# 5.SQL and Dataframes

References:

* Spark-SQL, <https://spark.apache.org/docs/latest/sql-programming-guide.html#datasets-and-dataframes>


# 5.1  Example Walkthrough
Follow the Spark SQL and Dataframes Examples below!

### Initialize PySpark

First, we use the findspark package to initialize PySpark.

In [4]:
# Initialize PySpark
APP_NAME = "PySpark Lecture Herget"
SPARK_MASTER="spark://mpp3r01c03s03.cos.lrz.de:7077"

# If there is no SparkSession, create the environment
try:
    sc and spark
except NameError as e:
  #import findspark
  #findspark.init()
    import pyspark
    import pyspark.sql
    from pyspark.sql import Row
    conf=pyspark.SparkConf().setAppName(APP_NAME).set("spark.cores.max", "8")
    sc = pyspark.SparkContext(master=SPARK_MASTER, conf=conf)
    spark = pyspark.sql.SparkSession(sc).builder.appName(APP_NAME).getOrCreate()

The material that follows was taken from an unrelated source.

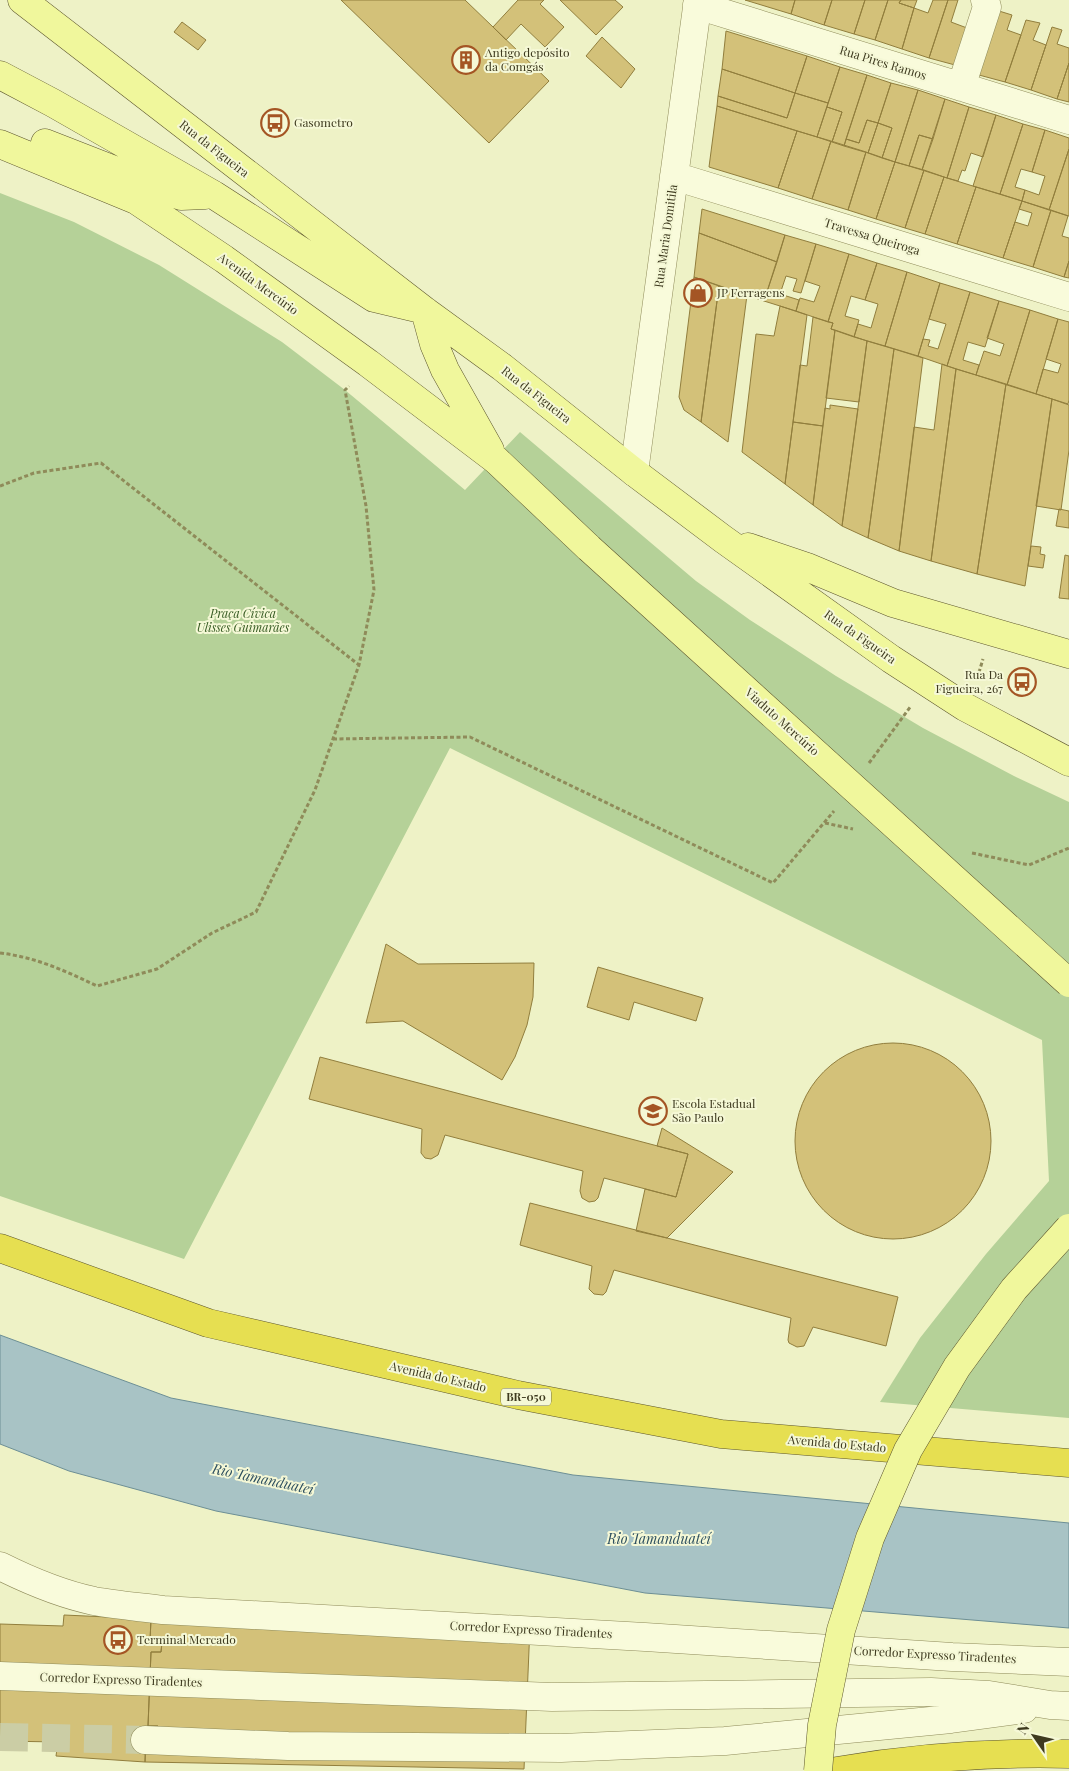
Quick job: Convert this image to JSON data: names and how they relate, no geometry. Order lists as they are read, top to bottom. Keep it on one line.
{"streets":{"highway":["Avenida do Estado","BR-050"],"main road":["Rua da Figueira","Avenida Mercúrio","Viaduto Mercúrio"],"street":["Rua Pires Ramos","Rua Maria Domitila","Travessa Queiroga","Corredor Expresso Tiradentes"]},"crossings":[["Rua Pires Ramos","Rua Maria Domitila"],["Rua da Figueira","Rua Maria Domitila"],["Rua Maria Domitila","Travessa Queiroga"],["Avenida Mercúrio","Viaduto Mercúrio"]],"water":["Rio Tamanduateí"],"parks":["Praça Cívica Ulisses Guimarães"],"places":{"building":["Antigo depósito da Comgás"],"bus stop":["Gasometro","Rua Da Figueira, 267","Terminal Mercado"],"shop":["JP Ferragens"],"school or university":["Escola Estadual São Paulo"]},"north":"top left"}
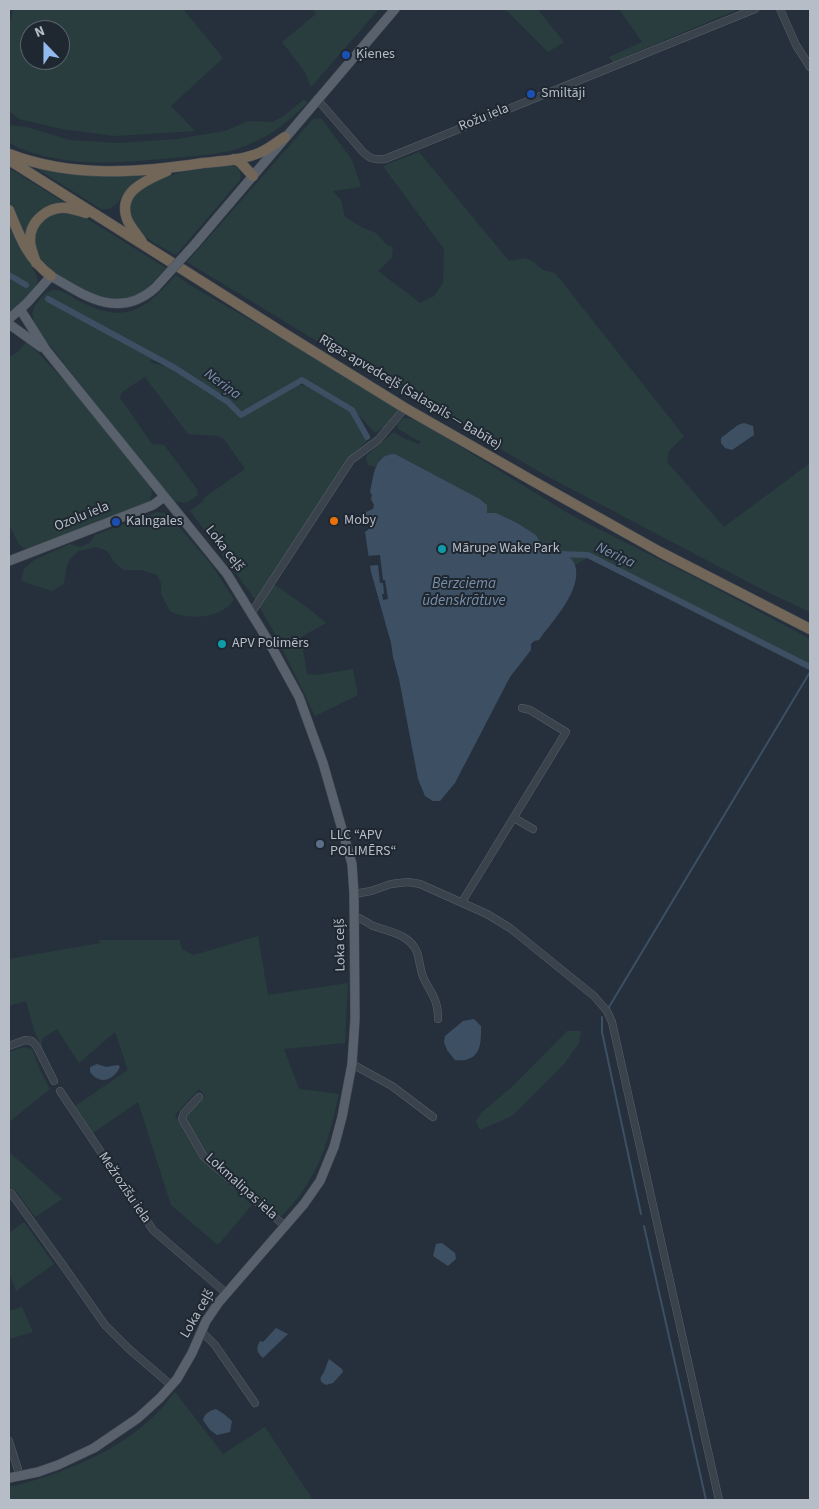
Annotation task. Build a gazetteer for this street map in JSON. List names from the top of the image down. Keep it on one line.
{"streets":{"highway":["Rīgas apvedceļš (Salaspils — Babīte)"],"main road":["Ozolu iela","Loka ceļš"],"street":["Rožu iela","Lokmaliņas iela","Mežrozīšu iela"]},"crossings":[["Ozolu iela","Loka ceļš"],["Loka ceļš","Lokmaliņas iela"],["Loka ceļš","Mežrozīšu iela"]],"water":["Neriņa","Bērzciema ūdenskrātuve"],"places":["Ķienes","Smiltāji","Moby","Kalngales","Mārupe Wake Park","APV Polimērs","LLC “APV POLIMĒRS“"],"north":"top"}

print("PySpark initiated...")

PySpark initiated...


### Hello, World!

Loading data, mapping it and collecting the records into RAM...

In [2]:
# Load the text file using the SparkContext
csv_lines = sc.textFile("../data/example.csv")

# Map the data to split the lines into a list
data = csv_lines.map(lambda line: line.split(","))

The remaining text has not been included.